Bugün, Türk illeri olan Kerkük, Musul, Tuzhurmatu, Telafer'de Irak Türklerinin can güvenliği olmayıp her gün yeni yeni saldırılara maruz kalmakta, katliamlar yaşanmaktadır. Durum her geçen gün daha da kötüye gitmektedir.

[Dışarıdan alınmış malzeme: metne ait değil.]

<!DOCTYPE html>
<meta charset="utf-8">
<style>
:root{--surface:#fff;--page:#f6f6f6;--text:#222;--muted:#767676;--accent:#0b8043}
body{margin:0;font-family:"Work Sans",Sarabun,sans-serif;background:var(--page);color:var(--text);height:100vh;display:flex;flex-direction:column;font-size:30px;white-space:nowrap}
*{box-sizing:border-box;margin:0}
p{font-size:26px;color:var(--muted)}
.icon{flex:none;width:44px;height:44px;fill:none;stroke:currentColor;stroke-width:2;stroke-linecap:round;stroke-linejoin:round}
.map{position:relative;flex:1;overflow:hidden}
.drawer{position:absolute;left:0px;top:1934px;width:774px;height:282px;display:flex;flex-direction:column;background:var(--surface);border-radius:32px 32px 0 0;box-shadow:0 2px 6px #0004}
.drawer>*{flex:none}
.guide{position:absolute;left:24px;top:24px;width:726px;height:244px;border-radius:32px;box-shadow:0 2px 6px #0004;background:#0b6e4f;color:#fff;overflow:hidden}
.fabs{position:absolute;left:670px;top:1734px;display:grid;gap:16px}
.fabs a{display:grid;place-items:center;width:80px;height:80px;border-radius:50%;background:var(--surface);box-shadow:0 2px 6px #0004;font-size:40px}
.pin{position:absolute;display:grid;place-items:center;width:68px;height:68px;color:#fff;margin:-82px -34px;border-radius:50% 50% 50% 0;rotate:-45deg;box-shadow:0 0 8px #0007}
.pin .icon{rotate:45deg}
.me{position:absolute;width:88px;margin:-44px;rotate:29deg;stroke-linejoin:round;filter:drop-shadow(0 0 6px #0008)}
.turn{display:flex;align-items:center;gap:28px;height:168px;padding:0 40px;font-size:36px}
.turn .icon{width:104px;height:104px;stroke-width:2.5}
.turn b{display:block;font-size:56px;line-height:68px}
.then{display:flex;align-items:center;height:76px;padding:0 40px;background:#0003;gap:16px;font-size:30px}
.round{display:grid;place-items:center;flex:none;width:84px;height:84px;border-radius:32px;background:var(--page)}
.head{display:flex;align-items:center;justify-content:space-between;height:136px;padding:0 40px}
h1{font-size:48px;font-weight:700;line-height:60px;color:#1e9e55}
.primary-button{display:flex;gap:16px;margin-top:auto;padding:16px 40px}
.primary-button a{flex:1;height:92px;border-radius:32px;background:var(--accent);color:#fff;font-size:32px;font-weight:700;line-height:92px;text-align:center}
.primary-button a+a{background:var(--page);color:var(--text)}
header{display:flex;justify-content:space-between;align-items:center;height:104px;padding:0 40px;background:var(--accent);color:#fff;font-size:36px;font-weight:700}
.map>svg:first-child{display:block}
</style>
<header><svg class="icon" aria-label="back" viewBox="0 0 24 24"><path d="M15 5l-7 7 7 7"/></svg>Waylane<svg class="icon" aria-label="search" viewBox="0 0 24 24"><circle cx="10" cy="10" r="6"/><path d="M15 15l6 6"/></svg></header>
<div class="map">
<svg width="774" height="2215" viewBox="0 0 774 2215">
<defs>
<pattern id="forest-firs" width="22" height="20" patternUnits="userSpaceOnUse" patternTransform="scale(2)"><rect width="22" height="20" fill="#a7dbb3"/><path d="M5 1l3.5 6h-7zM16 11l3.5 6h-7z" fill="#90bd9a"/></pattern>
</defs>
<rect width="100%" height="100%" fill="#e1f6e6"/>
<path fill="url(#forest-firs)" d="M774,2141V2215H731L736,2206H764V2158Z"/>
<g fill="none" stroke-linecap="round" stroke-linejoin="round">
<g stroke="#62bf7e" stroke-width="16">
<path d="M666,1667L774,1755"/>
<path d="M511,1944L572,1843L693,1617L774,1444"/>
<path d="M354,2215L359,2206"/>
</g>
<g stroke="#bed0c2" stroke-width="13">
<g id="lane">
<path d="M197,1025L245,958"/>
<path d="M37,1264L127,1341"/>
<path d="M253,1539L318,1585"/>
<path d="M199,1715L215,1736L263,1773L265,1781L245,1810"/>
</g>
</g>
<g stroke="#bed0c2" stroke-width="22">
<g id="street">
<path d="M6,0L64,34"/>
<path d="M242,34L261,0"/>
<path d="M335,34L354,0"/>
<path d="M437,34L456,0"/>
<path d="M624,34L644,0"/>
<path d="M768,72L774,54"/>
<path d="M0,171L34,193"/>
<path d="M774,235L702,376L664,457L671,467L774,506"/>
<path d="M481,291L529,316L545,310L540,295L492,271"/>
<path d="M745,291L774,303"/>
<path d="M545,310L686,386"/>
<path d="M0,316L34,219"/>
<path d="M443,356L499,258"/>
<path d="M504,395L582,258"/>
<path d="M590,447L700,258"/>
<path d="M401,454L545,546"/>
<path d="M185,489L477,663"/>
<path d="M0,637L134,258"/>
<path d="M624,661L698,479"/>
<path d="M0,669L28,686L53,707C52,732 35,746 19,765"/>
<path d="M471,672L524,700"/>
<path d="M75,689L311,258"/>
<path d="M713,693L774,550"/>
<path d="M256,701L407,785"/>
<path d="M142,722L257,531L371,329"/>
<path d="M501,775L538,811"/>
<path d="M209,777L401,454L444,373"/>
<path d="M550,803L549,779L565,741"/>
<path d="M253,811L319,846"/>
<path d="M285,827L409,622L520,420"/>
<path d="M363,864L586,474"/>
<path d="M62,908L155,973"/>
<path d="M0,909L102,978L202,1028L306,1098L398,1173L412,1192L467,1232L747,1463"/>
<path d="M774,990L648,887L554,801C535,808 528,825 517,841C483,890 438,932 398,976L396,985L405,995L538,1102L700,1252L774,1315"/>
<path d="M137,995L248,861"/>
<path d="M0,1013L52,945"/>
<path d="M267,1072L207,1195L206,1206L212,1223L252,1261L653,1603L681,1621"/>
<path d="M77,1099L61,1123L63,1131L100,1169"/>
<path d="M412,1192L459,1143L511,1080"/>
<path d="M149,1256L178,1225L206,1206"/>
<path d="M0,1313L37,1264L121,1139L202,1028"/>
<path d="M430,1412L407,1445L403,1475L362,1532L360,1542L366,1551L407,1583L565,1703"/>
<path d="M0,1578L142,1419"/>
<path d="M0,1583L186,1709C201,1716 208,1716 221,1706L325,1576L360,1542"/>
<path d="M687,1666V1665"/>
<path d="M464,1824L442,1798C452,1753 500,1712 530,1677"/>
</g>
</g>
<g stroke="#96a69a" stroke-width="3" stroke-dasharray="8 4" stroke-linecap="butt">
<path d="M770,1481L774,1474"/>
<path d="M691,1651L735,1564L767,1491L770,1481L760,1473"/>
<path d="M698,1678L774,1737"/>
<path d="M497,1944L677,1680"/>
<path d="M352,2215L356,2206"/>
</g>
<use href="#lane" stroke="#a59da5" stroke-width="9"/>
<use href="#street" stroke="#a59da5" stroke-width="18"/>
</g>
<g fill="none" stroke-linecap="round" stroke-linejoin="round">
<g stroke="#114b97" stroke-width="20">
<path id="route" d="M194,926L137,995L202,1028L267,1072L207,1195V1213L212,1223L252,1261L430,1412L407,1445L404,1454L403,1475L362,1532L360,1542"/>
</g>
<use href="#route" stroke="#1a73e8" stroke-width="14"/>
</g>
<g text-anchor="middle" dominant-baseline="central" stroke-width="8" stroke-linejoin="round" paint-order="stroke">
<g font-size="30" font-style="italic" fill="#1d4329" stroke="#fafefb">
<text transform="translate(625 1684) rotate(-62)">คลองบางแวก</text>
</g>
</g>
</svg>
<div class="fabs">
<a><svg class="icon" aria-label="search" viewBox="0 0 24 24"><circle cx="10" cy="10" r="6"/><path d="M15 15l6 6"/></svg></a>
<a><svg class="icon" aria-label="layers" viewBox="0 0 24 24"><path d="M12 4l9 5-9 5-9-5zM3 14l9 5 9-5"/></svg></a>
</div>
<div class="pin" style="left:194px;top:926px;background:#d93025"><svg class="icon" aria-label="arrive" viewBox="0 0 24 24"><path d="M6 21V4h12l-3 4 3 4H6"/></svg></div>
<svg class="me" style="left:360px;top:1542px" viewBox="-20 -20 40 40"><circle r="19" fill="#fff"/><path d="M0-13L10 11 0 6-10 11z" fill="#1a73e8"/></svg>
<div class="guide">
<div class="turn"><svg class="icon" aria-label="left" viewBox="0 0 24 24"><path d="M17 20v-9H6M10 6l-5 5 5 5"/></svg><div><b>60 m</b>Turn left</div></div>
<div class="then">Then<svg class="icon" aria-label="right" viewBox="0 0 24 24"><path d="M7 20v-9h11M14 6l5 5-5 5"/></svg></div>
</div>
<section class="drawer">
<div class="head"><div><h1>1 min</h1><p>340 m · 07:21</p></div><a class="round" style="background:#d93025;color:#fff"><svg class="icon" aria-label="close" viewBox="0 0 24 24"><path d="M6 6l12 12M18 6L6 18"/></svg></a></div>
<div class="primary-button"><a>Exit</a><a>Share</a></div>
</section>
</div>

Suriye'de durum daha da vahimdir. AKP iktidarının yanlış politikaları Suriye'nin bütünlüğünün ve düzeninin bozulmasında rol oynamış, burada da en çok zararı Suriye Türkleri görmüştür. On binlerce Suriye Türkü mecburen göçe tabi olmuş, binlercesi ölmüş, yaralanmış, evleri barkları yıkılmış, sahipsiz kalmışlardır. Türk bölgelerinde PYD başta olmak üzere çeşitli terör örgütleri yerleşmiştir. Sonuçta Türklere saldırılar artmış, yok edilmeye çalışılmıştır. Hükûmet "Türklere yardım ediyorum." demiş olmasına rağmen ciddi hiçbir şey maalesef yapılmamıştır, Suriye Türkleri kaderine terk edilmiştir.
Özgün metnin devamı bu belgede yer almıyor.